IL BLS IN SITUAZIONI PARTICOLARI

In caso di arresto cardiaco (fibrillazione ventricolare, asistolia, dissociazione elettromeccanica) la perdita di coscienza e la cessazione dell'attività respiratoria si verificano entro circa 30 secondi.

A seguito di apnea o grave difficoltà respiratoria, l'arresto cardiaco può sopraggiungere dopo un tempo variabile; il polso può essere quindi ancora presente per un certo tempo nel paziente con ostruzione respiratoria o apnea.

In questi casi è indicato mettere in atto le procedure BLS per prevenire l'evoluzione verso l'arresto cardiaco:

Accidente cerebrovascolare (stroke):

può presentarsi in modi molto diversi (alterazioni della coscienza, della parola, della motilità, della sensibilità, convulsioni, ecc.); il mantenimento della pervietà delle vie aeree (sollevamento del mento, estensione della testa) deve essere assicurato nei casi in cui il rilassamento muscolare e la riduzione del livello di coscienza provocano l'ostruzione.

Trauma:

la sequenza A-B-C del BLS non è diversa in caso di evento traumatico, ma nel mantenimento della pervietà delle vie aeree si deve tenere conto della possibilità di lesioni alla colonna cervicale, quindi:

mantenimento asse di testa e collosollevamento del mento o della mandibola senza estensione del capo (testa in posizione neutrale)

mantenimento in asse di testa e collo.

La posizione laterale di sicurezza è controindicata.

Le possibilità di successo della rianimazione in caso di arresto cardiaco post traumatico in sede preospedaliera sono scarse; la causa infatti risiede spesso in lesioni che riducono l'efficacia della ventilazione e del massaggio cardiaco (es. tamponamento cardiaco, pneumotorace a tensione, dissanguamento, ecc.).

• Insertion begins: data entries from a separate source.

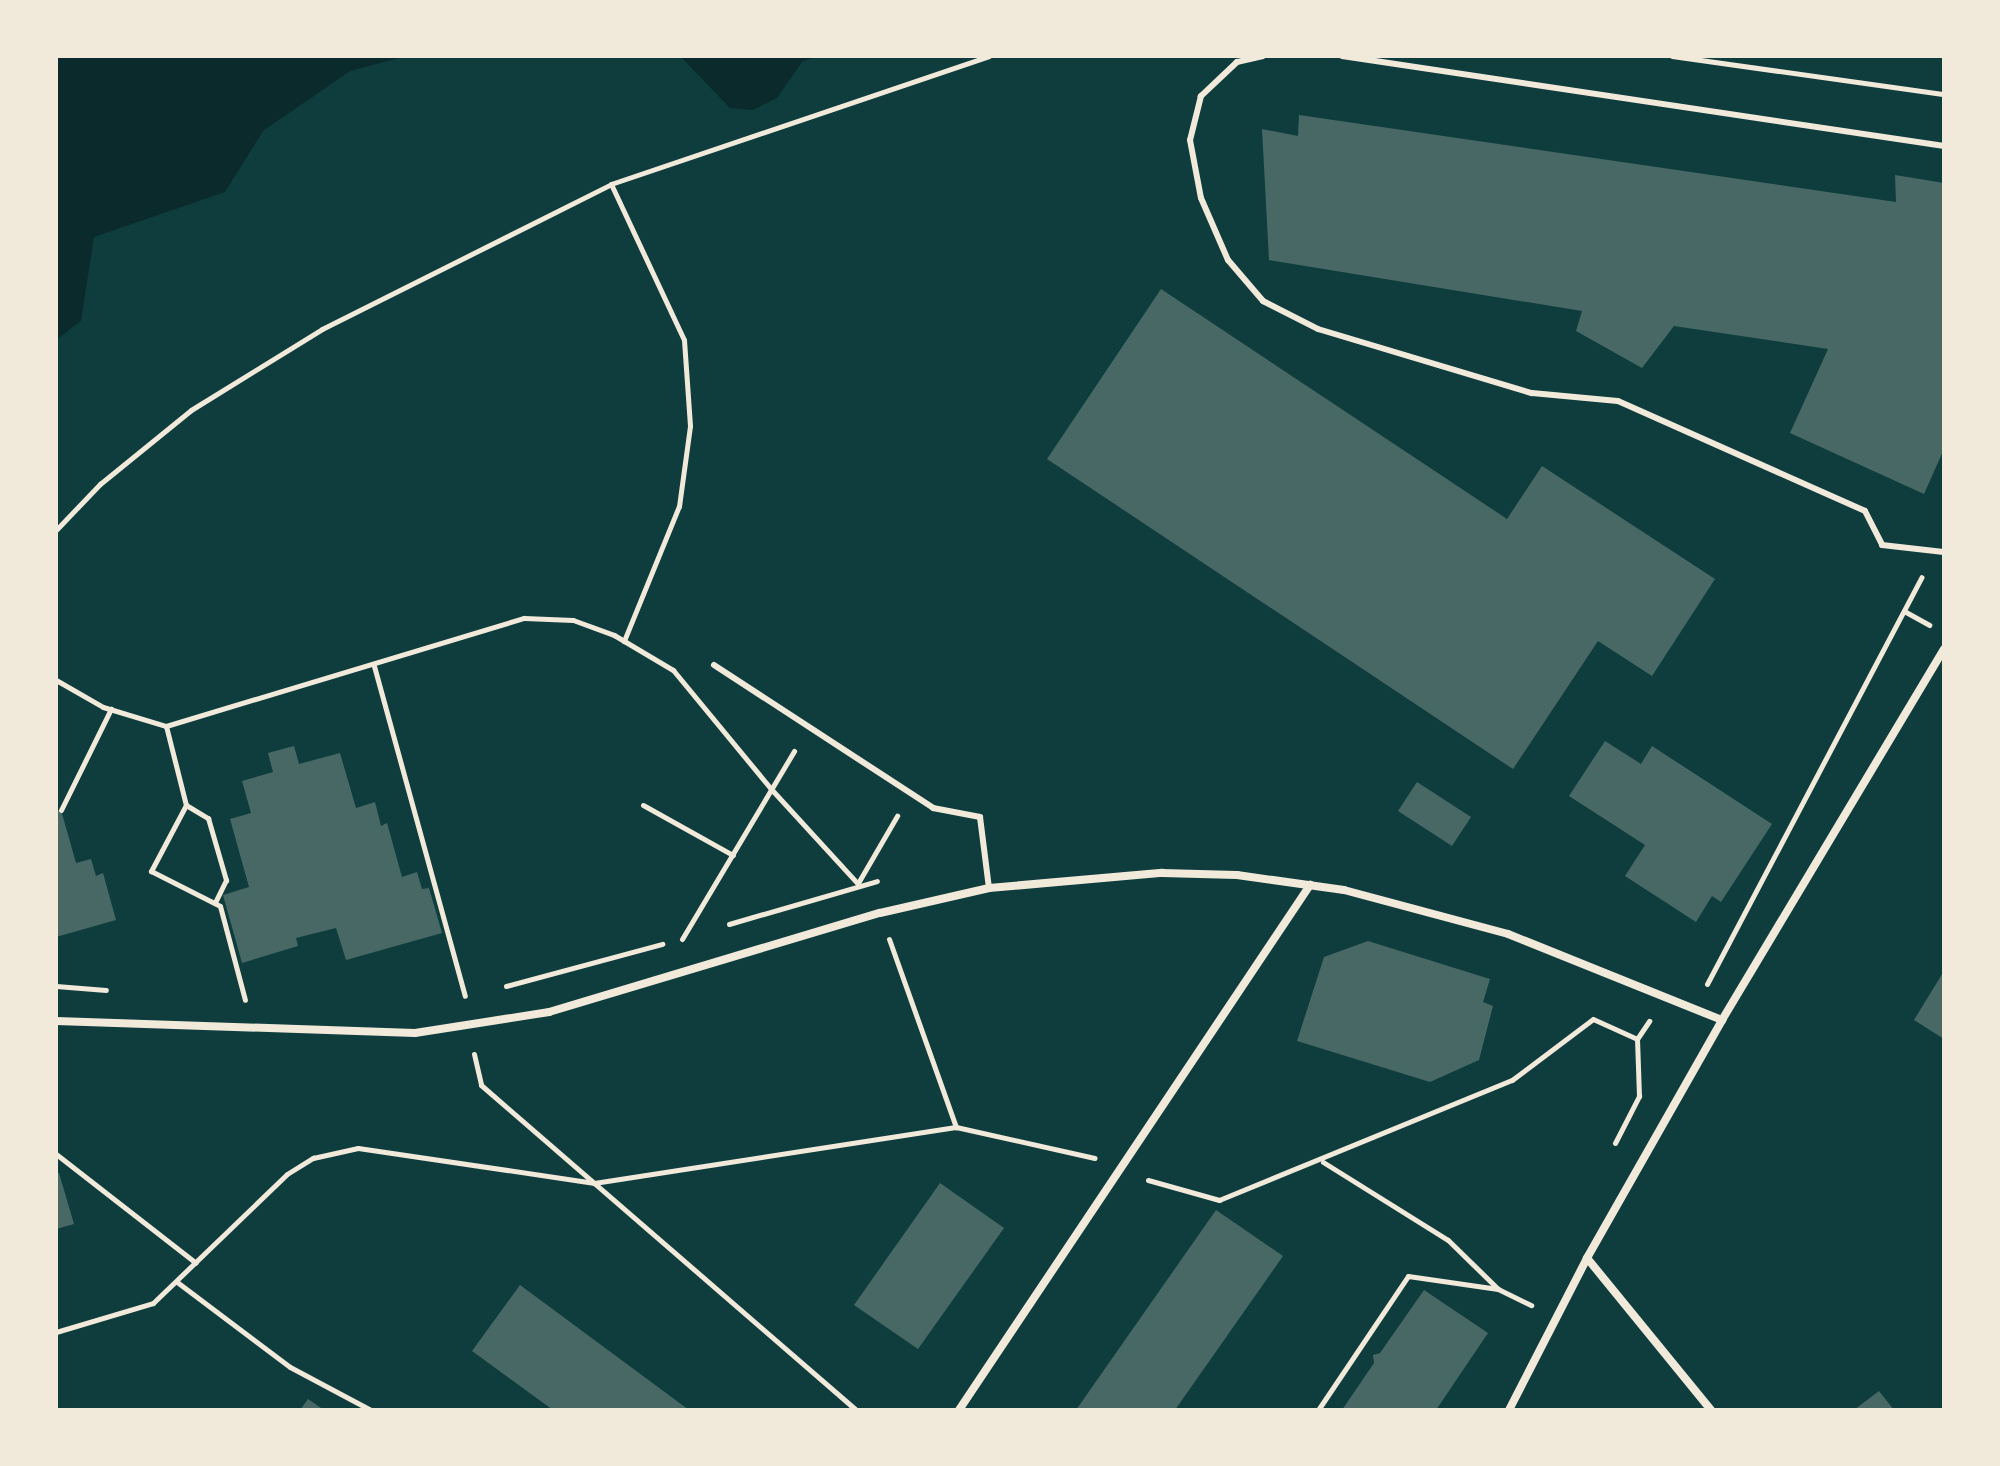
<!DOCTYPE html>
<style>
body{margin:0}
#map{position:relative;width:2000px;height:1466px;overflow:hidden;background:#0f3d3e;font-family:Lato,sans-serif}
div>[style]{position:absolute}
.water>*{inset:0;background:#0a2a2b}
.building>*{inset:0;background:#486865}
.path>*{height:5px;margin:-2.5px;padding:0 2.5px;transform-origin:2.5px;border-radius:2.5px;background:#f1e9da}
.service>*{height:6px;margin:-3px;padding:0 3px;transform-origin:3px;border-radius:3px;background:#f1e9da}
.minor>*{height:8px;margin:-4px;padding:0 4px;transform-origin:4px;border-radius:4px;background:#f1e9da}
span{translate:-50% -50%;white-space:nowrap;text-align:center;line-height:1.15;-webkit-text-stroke:6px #f1e9da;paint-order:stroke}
.frame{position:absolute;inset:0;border:58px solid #f1e9da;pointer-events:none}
</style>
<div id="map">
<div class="water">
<div style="clip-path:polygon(56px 56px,407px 56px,350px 71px,263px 131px,225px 192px,94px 237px,81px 321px,56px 340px)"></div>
<div style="clip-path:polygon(680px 56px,818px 56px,802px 62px,777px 98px,753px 110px,730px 108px)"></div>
</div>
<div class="building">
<div style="clip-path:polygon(1299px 115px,1896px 202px,1895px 175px,1944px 183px,1944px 449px,1924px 494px,1790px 433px,1828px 349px,1674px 326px,1642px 368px,1576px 331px,1582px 311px,1269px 260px,1262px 129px,1298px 136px)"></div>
<div style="clip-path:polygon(1161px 289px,1507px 519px,1542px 466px,1715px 579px,1652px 676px,1598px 641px,1513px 769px,1047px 459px)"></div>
<div style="clip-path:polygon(1605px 741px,1641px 764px,1652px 746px,1772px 824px,1721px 902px,1712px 896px,1696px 922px,1625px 876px,1645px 845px,1569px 796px)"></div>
<div style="clip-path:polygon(294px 746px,299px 764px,340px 753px,356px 808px,375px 802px,381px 826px,387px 823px,402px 877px,417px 872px,422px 889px,429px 888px,442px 933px,346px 960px,336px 928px,296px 938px,298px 946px,242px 963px,223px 895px,249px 887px,230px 819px,251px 813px,242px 781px,273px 772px,268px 753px)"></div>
<div style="clip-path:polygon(1417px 782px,1471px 817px,1452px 846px,1398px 811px)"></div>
<div style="clip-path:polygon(61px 810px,76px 863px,91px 859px,96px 876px,103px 873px,116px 920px,56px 937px,56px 811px)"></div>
<div style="clip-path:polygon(1368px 941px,1490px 979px,1483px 1002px,1493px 1006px,1479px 1060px,1430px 1082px,1297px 1041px,1324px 957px)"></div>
<div style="clip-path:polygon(1944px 971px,1944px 1039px,1914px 1020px)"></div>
<div style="clip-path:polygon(59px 1173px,74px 1224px,56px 1229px,56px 1174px)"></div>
<div style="clip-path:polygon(940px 1183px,1004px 1228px,918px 1349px,854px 1305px)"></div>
<div style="clip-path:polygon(1216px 1210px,1283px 1256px,1175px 1410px,1076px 1410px)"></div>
<div style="clip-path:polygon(520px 1285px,689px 1410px,553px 1410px,472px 1351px)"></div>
<div style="clip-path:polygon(1424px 1290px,1488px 1333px,1436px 1410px,1342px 1410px,1374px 1363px,1373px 1355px,1380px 1353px)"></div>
<div style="clip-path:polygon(1879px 1391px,1894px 1410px,1854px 1410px)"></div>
<div style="clip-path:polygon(308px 1399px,324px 1410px,300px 1410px)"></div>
</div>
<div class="path">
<div style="left:1672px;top:56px;width:275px;rotate:8deg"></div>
<div style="left:611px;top:184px;width:172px;rotate:64.9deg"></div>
<div style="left:684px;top:340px;width:86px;rotate:86deg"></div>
<div style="left:690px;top:426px;width:81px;rotate:97.8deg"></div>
<div style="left:679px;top:506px;width:146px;rotate:112.2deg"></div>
<div style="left:56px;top:530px;width:64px;rotate:-46.3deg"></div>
<div style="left:100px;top:484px;width:117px;rotate:-39.1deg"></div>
<div style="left:191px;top:410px;width:154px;rotate:-31.7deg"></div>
<div style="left:322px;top:329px;width:323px;rotate:-26.6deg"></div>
<div style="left:611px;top:184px;width:399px;rotate:-18.7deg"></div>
<div style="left:1904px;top:611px;width:29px;rotate:29deg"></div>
<div style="left:374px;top:666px;width:342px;rotate:74.6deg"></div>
<div style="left:56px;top:680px;width:54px;rotate:29.9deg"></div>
<div style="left:103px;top:707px;width:66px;rotate:16.8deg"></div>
<div style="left:166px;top:726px;width:374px;rotate:-16.8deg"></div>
<div style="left:524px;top:618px;width:49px;rotate:2.3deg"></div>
<div style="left:573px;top:620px;width:44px;rotate:20.1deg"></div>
<div style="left:614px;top:635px;width:69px;rotate:30.7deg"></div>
<div style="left:673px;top:670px;width:156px;rotate:50.5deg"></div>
<div style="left:772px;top:790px;width:129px;rotate:47.5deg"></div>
<div style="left:166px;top:726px;width:81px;rotate:75.8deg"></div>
<div style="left:186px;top:805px;width:75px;rotate:117.9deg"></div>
<div style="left:151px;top:871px;width:77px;rotate:26.9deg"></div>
<div style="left:220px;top:906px;width:97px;rotate:75.1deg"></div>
<div style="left:186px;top:805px;width:26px;rotate:31deg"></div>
<div style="left:208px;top:818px;width:65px;rotate:73.8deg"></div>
<div style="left:226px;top:880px;width:25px;rotate:116deg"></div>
<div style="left:643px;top:805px;width:103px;rotate:29.1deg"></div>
<div style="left:61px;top:810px;width:113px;rotate:-63.7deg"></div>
<div style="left:858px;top:883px;width:78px;rotate:-59.8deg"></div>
<div style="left:729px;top:924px;width:154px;rotate:-16.2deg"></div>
<div style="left:682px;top:939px;width:219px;rotate:-59.2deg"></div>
<div style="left:889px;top:939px;width:200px;rotate:70.4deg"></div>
<div style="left:1707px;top:984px;width:460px;rotate:-62.2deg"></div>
<div style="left:56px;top:986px;width:50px;rotate:4.6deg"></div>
<div style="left:506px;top:986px;width:162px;rotate:-15.1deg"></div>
<div style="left:474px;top:1054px;width:32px;rotate:77deg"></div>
<div style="left:481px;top:1085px;width:496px;rotate:40.9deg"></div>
<div style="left:1615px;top:1143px;width:53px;rotate:-62.9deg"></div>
<div style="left:1639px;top:1096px;width:57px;rotate:-92deg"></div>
<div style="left:56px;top:1154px;width:177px;rotate:37.9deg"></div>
<div style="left:1323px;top:1162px;width:147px;rotate:32deg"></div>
<div style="left:1448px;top:1240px;width:69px;rotate:44.4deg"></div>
<div style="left:1148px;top:1180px;width:74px;rotate:15.7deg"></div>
<div style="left:1219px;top:1200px;width:317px;rotate:-22.3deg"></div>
<div style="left:1512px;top:1080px;width:101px;rotate:-37deg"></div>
<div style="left:1593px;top:1019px;width:48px;rotate:24.4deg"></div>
<div style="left:1637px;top:1039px;width:22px;rotate:-56deg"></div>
<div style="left:177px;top:1282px;width:141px;rotate:37deg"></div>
<div style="left:290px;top:1367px;width:92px;rotate:28deg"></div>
<div style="left:56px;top:1332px;width:101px;rotate:-16.6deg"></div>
<div style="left:153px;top:1303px;width:186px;rotate:-43.9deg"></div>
<div style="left:287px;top:1174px;width:31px;rotate:-32deg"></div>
<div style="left:313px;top:1158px;width:46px;rotate:-12.5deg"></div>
<div style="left:358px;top:1148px;width:239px;rotate:8.4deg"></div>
<div style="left:594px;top:1183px;width:366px;rotate:-8.8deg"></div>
<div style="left:956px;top:1127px;width:142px;rotate:12.6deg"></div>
<div style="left:1318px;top:1410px;width:161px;rotate:-56.1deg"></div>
<div style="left:1408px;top:1276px;width:91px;rotate:8.2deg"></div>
<div style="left:1498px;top:1289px;width:37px;rotate:26deg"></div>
</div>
<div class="service">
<div style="left:1263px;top:56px;width:27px;rotate:167deg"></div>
<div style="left:1237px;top:62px;width:50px;rotate:136.6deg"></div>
<div style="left:1201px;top:96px;width:45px;rotate:104deg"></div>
<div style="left:1190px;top:140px;width:59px;rotate:79.3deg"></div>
<div style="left:1201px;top:198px;width:68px;rotate:66.5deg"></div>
<div style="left:1228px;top:260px;width:54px;rotate:49.5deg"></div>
<div style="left:1263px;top:301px;width:62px;rotate:27deg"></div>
<div style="left:1318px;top:329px;width:223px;rotate:16.7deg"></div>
<div style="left:1532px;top:393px;width:86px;rotate:5.3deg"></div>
<div style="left:1618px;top:401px;width:270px;rotate:24deg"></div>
<div style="left:1865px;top:511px;width:38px;rotate:63deg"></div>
<div style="left:1882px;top:545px;width:62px;rotate:6.4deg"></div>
<div style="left:1342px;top:56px;width:609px;rotate:8.5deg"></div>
<div style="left:714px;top:665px;width:262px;rotate:33.1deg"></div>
<div style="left:933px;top:808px;width:48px;rotate:10.8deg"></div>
<div style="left:980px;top:817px;width:72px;rotate:82.8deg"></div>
</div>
<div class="minor">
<div style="left:56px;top:1021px;width:359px;rotate:1.9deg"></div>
<div style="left:415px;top:1033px;width:136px;rotate:-8.9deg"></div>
<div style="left:549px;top:1012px;width:345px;rotate:-16.7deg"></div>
<div style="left:880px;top:913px;width:112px;rotate:-12.9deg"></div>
<div style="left:989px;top:888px;width:174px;rotate:-5deg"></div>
<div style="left:1162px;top:873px;width:75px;rotate:1.5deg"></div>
<div style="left:1237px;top:875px;width:108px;rotate:8deg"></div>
<div style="left:1344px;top:890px;width:170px;rotate:15deg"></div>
<div style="left:1508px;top:934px;width:231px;rotate:21.9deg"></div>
<div style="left:1587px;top:1258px;width:196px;rotate:50.8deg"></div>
<div style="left:959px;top:1410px;width:632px;rotate:-56.23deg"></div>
<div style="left:1509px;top:1410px;width:171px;rotate:-62.8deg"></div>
<div style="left:1587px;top:1258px;width:274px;rotate:-60.4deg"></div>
<div style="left:1722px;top:1020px;width:432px;rotate:-59.1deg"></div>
</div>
<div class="frame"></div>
</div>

Elettrocuzione - folgorazione:

l'esposizione a scariche elettriche può provocare arresto cardiaco immediato (per fibrillazione ventricolare o altre aritmie ventricolari gravi) o apnea (per inibizione dei centri respiratori, contrazione tetanica dei muscoli respiratori o paralisi muscolare prolungata). Le procedure di BLS sono indicate in tutte le condizioni descritte, una volta che il soccorritore ha provveduto a salvaguardare la sua sicurezza.

Annegamento:

le possibilità di sopravvivenza dipendono dalla durata dell'ipossia, pertanto è necessario iniziare al più presto le procedure di BLS, che non differiscono da quelle standard. La ventilazione non deve essere ritardata nel tentativo di estrarre acqua dalle vie aeree: in molti casi non è presente ed è comunque quasi sempre impossibile farla uscire. Qualora il soccorritore raggiunga la vittima in acqua, dovrà prima di tutto provvedere alla propria incolumità servendosi sempre di un galleggiante. II massaggio cardiaco può essere eseguito solo su un piano rigido, mai in acqua; le manovre di Heimlich non sono utili per estrarre liquido dalle vie aeree e sono indicate solo se si sospetta un'ostruzione da materiale solido. Nel provvedere alla pervietà delle vie aeree deve essere valutata la possibilità di trauma cervicale (vedi sopra).